S’agirait-il là d’une simple spéculation visant à influencer éventuellement les magistrats chargés du dossier ou d’une certitude de victoire judiciaire anticipée ? En tous les cas, l’enjeu principal consiste au respect, par nos concitoyens chargés de dire le droit, des textes qui régissent le domaine judiciaire. Une telle performance n’est possible que si, en plus de la maîtrise parfaite des notions de droit, et particulièrement du droit des affaires, les magistrats se montrent totalement indépendants des pesanteurs politiques ou autres de nature à influer sur leur travail.
Par ailleurs, la sortie médiatique d’Albert Yuma, qui est à la fois PCA de la Gécamines et Président de la FEC (Fédération des Entreprises du Congo) soulève un autre type d’interrogations. Il y a, dans le lot, celle de savoir si celui qui préside aux destinées du syndicat des opérateurs économiques joue correctement son rôle dans l’affaire Gécamines-EMGF. En prenant partie pour la Gécamines contre une de ses affiliées qui n’est autre l’Entreprise Générale Malta Forrest, il sème le doute dans les milieux d’affaires, qui commencent à se demander si sa place est encore à la tête de la FEC.

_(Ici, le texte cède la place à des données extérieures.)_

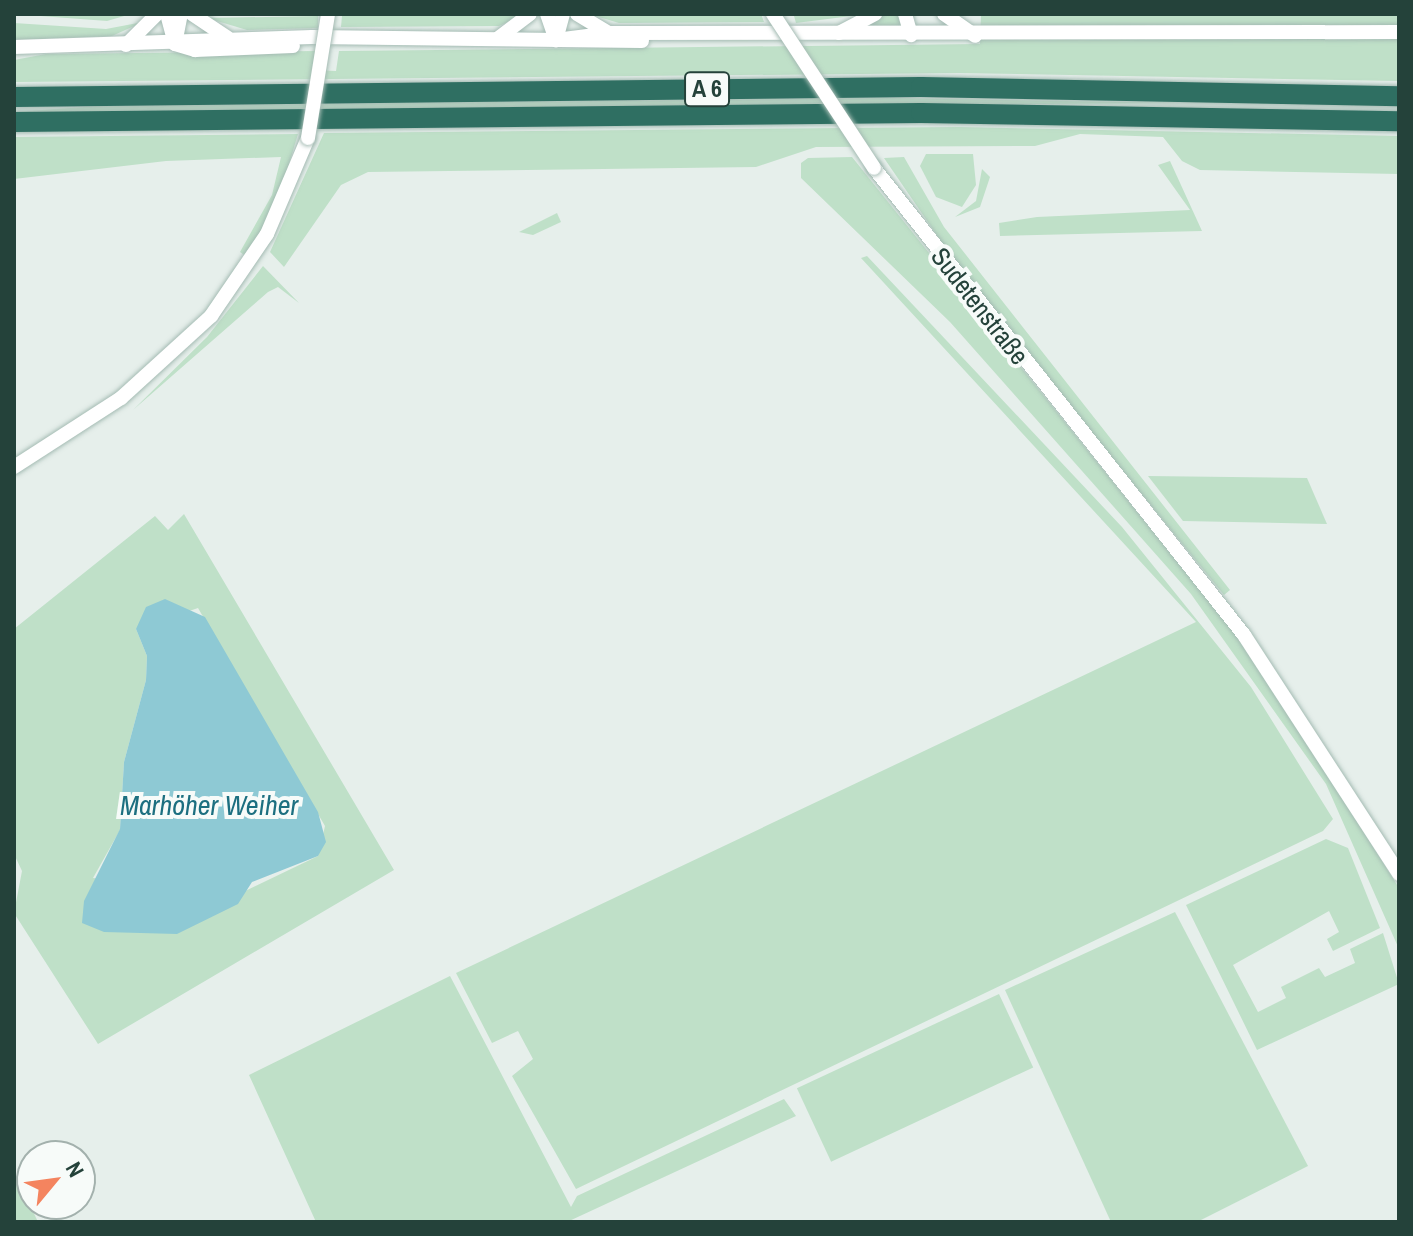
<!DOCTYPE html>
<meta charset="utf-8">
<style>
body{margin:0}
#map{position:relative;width:1413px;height:1236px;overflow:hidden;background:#e6efeb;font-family:"Archivo Narrow",sans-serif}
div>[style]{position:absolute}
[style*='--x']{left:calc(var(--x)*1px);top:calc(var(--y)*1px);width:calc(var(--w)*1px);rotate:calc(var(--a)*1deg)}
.green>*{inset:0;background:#bfe0c8;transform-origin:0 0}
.water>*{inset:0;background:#8ec9d4}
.roads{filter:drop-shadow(0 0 2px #a4bbb3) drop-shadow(0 0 2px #a4bbb3)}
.secondary>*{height:14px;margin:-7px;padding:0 7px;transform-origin:7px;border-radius:7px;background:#fff}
.highway>*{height:20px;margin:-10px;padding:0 10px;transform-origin:10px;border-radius:10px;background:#2f6f62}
.bridges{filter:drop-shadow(0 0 2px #a4bbb3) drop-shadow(0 0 2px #a4bbb3)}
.secondary-bridge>*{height:14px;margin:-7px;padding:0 7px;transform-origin:7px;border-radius:7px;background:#fff}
span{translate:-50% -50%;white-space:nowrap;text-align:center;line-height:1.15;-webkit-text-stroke:8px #f7fbf9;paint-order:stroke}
.shield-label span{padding:2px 6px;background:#f7fbf9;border:2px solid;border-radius:6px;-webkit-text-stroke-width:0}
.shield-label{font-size:24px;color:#24423a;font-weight:700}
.street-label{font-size:26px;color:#24423a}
.water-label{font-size:28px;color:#1c6f80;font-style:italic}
.frame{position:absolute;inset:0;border:16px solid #24423a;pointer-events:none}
.north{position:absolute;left:16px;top:1140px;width:80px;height:80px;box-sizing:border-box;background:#f7fbf9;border:2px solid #a3b1ad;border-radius:50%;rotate:61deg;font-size:22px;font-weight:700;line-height:32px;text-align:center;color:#24423a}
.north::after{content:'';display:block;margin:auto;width:28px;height:36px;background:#f4845f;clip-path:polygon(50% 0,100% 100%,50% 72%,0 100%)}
</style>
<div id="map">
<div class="green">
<i style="clip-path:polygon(14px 14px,131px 14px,107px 21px)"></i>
<i style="clip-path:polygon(589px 14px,761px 14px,764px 22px,619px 23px)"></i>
<i style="clip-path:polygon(867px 14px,796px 23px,794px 16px,818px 14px)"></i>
<i style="clip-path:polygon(883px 14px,901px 14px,901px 27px,868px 28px)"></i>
<i style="clip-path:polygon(981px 14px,1399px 14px,1399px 81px,959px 73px,14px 82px,14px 60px,46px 54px,316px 51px,313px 70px,336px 71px,339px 51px,980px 44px)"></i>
<i style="clip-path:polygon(318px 16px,318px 28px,247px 30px,207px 18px)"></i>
<i style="clip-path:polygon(342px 16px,513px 14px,519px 17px,499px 26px,341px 27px)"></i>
<i style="clip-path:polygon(143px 22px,112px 36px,14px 40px,14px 23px,106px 29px)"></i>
<i style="clip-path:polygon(892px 98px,1179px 103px,14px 112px,100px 106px)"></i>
<i style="clip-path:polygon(959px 127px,1399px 136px,1399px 174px,1200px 170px,1182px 161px,1163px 137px,1080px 134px,1035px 146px,816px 147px,756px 167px,368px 172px,341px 185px,284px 267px,270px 252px,324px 133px)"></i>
<i style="clip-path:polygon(298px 134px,278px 200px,247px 257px,240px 252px,272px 195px,281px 157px,166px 161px,14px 179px,14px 137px)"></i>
<i style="clip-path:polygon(926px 154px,973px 154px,976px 185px,962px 207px,936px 197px,920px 166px)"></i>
<i style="clip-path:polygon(852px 157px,1251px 654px,1399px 888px,1399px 949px,1326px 784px,1191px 594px,950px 322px,801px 178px,801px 163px,808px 158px)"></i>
<i style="clip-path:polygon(904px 157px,944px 227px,1230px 590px,1224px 595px,969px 282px,884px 158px)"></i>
<i style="clip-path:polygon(1170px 161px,1202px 231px,1000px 236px,999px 223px,1037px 217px,1190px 210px,1158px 165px)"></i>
<i style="clip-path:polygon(982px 169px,990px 177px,980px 207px,955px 217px,976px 201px)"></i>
<i style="clip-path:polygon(557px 213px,561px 222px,533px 235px,519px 232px)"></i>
<i style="clip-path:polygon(867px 256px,1122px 527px,1251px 687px,1333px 819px,1323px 831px,576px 1189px,512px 1076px,533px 1059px,518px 1031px,492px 1043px,456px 973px,1196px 622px,861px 258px)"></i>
<i style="clip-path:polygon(263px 266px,299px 303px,278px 287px,268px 292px,133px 410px,207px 337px)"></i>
<i style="clip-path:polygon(1148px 476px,1307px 478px,1327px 524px,1183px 521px)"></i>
<i style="clip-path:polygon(evenodd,184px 514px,394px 870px,98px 1044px,14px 913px,22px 871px,14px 854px,14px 629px,155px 516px,168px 530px,184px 514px,198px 608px,325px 826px,318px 856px,241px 893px,93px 878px,120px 830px,124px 762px,146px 680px,147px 656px,136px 629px,198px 608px)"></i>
<i style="clip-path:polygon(1326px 839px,1348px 848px,1380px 928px,1333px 951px,1327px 939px,1339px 932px,1329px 911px,1233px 965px,1258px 1012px,1286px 998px,1281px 987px,1319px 968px,1325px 977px,1355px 963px,1350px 949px,1383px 933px,1399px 984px,1257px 1050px,1186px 905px)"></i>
<i style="clip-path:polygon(1175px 912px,1308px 1166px,1197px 1222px,1111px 1222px,1005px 990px)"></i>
<i style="clip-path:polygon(450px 976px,571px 1207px,577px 1196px,784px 1099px,796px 1116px,567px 1222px,316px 1222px,249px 1075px)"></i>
<i style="left:999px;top:994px;width:81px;height:223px;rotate:65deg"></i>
<i style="clip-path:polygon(14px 1171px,38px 1222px,14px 1222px)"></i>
</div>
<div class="water">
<i style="clip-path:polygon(165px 599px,205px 617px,318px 812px,326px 842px,318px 856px,252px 882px,238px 904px,177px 934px,104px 932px,82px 923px,84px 901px,120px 829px,124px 762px,146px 680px,147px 656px,136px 629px,146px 607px)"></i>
</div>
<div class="roads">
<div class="secondary">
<i style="--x:167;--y:14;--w:31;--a:75"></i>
<i style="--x:192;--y:14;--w:43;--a:33.7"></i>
<i style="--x:547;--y:14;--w:28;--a:71"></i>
<i style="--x:577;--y:14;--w:37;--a:31"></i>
<i style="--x:905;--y:14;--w:22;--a:74"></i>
<i style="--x:944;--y:14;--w:38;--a:35"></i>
<i style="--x:839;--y:33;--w:41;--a:-27.8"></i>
<i style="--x:497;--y:39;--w:41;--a:-37.1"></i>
<i style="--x:556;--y:40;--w:53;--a:-7.5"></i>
<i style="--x:609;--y:33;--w:790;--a:-0.07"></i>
<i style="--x:556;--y:40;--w:27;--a:-75"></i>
<i style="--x:175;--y:44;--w:21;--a:17"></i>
<i style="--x:195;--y:50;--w:98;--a:-2.3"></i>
<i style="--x:175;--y:44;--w:31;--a:-79"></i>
<i style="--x:126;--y:45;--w:44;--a:-45"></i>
<i style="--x:14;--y:47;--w:298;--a:-1.9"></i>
<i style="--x:312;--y:37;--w:330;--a:0.7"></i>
<i style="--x:874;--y:168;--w:596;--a:51.61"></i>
<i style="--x:1244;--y:635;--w:285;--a:57"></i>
<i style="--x:14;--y:467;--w:127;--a:-32.8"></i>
<i style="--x:121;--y:398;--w:122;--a:-42.3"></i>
<i style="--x:211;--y:316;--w:99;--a:-55.7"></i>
<i style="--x:267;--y:234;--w:104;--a:-66.9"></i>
</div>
<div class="highway">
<i style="--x:14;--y:97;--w:907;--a:-0.63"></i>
<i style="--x:921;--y:87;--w:478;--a:1.1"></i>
<i style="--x:14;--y:122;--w:907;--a:-0.57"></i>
<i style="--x:921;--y:113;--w:478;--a:1"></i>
</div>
</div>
<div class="bridges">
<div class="secondary-bridge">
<i style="--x:773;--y:14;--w:184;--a:56.7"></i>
<i style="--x:308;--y:138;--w:126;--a:-80.8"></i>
</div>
</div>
<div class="shield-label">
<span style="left:707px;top:89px">A 6</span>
</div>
<div class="street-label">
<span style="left:980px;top:306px;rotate:52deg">Sudetenstraße</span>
</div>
<div class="water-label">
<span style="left:209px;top:805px">Marhöher Weiher</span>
</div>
<div class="frame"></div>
<div class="north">N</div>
</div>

Le feuilleton judiciaire Gécamines-EMGF comporte ceci d’embarrassant pour lui : il apparaît désormais comme juge et partie. Pour d’aucuns, le PCA de la Gécamines devrait tirer les conséquences du conflit d’intérêt entre ses fonctionnes de Président du Conseil d’Administration de cette entreprise publique et du numéro un du patronat congolais. Sa neutralité est fortement mise en doute du côté des cadres et agents de l’Entreprise Générale Malta Forrest, qui vivent désormais sous la hantise d’un départ certain au chômage, dans l’hypothèse où la justice congolaise agirait comme otage d’une main noire. Ce serait un mauvais signal pour le climat des affaires si le Tribunal de Commerce de L’Shi rendait une décision judiciaire à la tête du client.
Il y a cependant lieu de retenir que parallèlement à la bataille judiciaire qui se déroule à Lubumbashi, une autre attend la Gécamines à Paris, au siège de la Cour Internationale d’Arbitrage de la Chambre de Commerce Internationale. Ici, l’Etat congolais et la Gécamines pourraient connaître une désagréable surprise.